Haben uns die Naturkatastrophen vergangener Tage aber emotional und körperlich nicht erreicht oder geängstigt, so ist sie jetzt da: die Corona Angst und dazu ein Dauerbeschuss mit den entsprechenden Bildern und Worten. Einige Staatschefs wie Macron sprechen inzwischen von Gesundheits-Krieg, die Massnahmen wie Ausgangssperren ähneln inzwischen denen im Krieg.
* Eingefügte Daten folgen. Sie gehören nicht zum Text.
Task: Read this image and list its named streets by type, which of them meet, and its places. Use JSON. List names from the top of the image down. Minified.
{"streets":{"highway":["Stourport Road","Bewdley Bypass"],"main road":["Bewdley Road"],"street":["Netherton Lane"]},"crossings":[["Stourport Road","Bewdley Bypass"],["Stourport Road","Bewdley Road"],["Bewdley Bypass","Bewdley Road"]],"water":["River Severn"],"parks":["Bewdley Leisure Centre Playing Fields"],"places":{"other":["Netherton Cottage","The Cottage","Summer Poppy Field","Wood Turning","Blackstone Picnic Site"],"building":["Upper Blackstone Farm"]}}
Bilder wie Fernsehaufnahmen von Militärkonvois, die in Spanien eingesetzt wurden, um Atemmasken zu transportieren, werden inszeniert, um - wie es hieß - der Bevölkerung den Ernst der Lage zu demonstrieren. Man könnte auch sagen, um Angst zu machen. Als ehemalige Cutterin für öffentlich-rechtliche und private Nachrichtensendungen in Deutschland, weiß ich, dass das Fernsehen mehr als andere Medien meint, es müsse seine Meldungen durch besonders eindringliche Bilder "beweisen".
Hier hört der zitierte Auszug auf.